俺は入り口の方を見やる。2年生のセイズとか言ったか、俺との同居人のうちの一人だ。目が細く顔のパーツの印象はどこも異常に薄い。常に仏頂面なので本当にのっぺらぼうのようだった。
俺の手紙を摘み上げ細い目をさらに細めて中身を読み始めた。
「手紙を書いてます……返してくれます?」
「ふーん……親への感謝ね。良い心がけじゃん?名前は……」
「ハンニバル。」
「あぁそう、ハンニバル……ハンニバル……変な名前だな。」
セイズ先輩は頬をポリポリと掻いた。田舎者と馬鹿にした様子は無かったから、俺は何も言わないでおいた。セイズは手紙を机に置いた。
「まぁいいや、頑張れよ、でもあんまりハデス寮の輩の前では頑張るなよ?あいつらはお前みたいな奴が大っ嫌いだからな。」
「そうですか?俺は俺みたいな奴が好きっすけど……」
「……何言ってんだ?まぁ壁を知ることは大切だからな、一年もすれば色々と分かるだろ。そしたらそんな恥ずかしい口も叩けなくなるさ。」
セイズ先輩は誰かに呼ばれたらしく、「やるべきことは明日伝えるから……」とフラフラと何処かへ消えてしまった。
「言うだけ言って……」
入学初日にこんな目に遭うとは思わなかった。水晶玉にも潜在値オールE(最低値)と映し出されていた。審査官はそれを見た途端、俺と目を合わせることもしなくなった。寮の先輩たちについてはまだ分からないが、俺に期待をしていないみたいだ。

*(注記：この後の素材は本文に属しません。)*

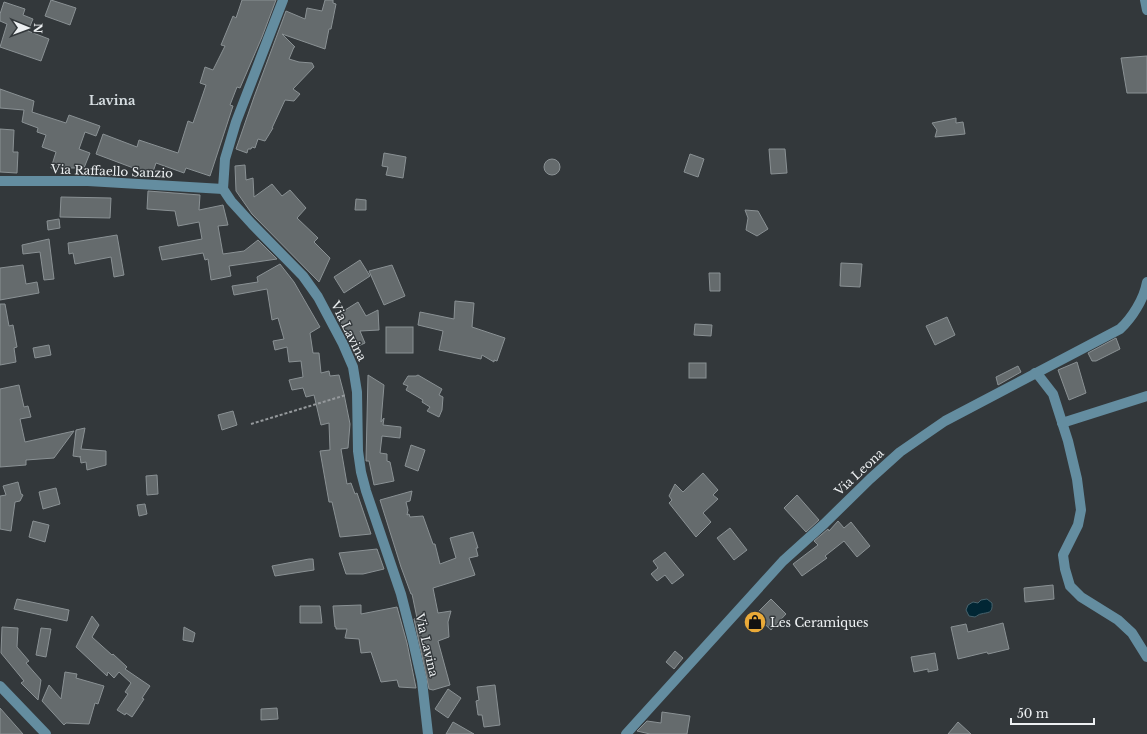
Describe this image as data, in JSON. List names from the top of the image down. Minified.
{"streets":{"street":["Via Raffaello Sanzio","Via Lavina","Via Leona"]},"crossings":[["Via Raffaello Sanzio","Via Lavina"]],"districts":["Lavina"],"places":{"shop":["Les Ceramiques"]},"scale_bar":"50 m","north":"right"}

俺はこれまで相当な努力をしたつもりだ、それでも序列最下位の寮……心が折れそうになる。
「だがなぁ、俺は数値なんて信じてねぇぞ。そもそも合格するのも難しい最難関校じゃねぇか!まずは合格を喜ぶべきだ。それにな俺は大英雄ジュドーの息子だ。いずれ騎士団長になる。今に見てろ。」
世界は広いなと、3人部屋にしては狭過ぎる125号室の本棚の隙間を見ながら思った。
※※※※
埃っぽい部屋の中で寝たものだから、咳と鼻水が止まらなかった。ちなみに俺のベッドは3段ベッドの最下段だ。つまり最も埃が溜まる場所ということだ。有難迷惑としか言えないのだが、ベッドが隣接している壁には窪みがあり、それを机にすることができる。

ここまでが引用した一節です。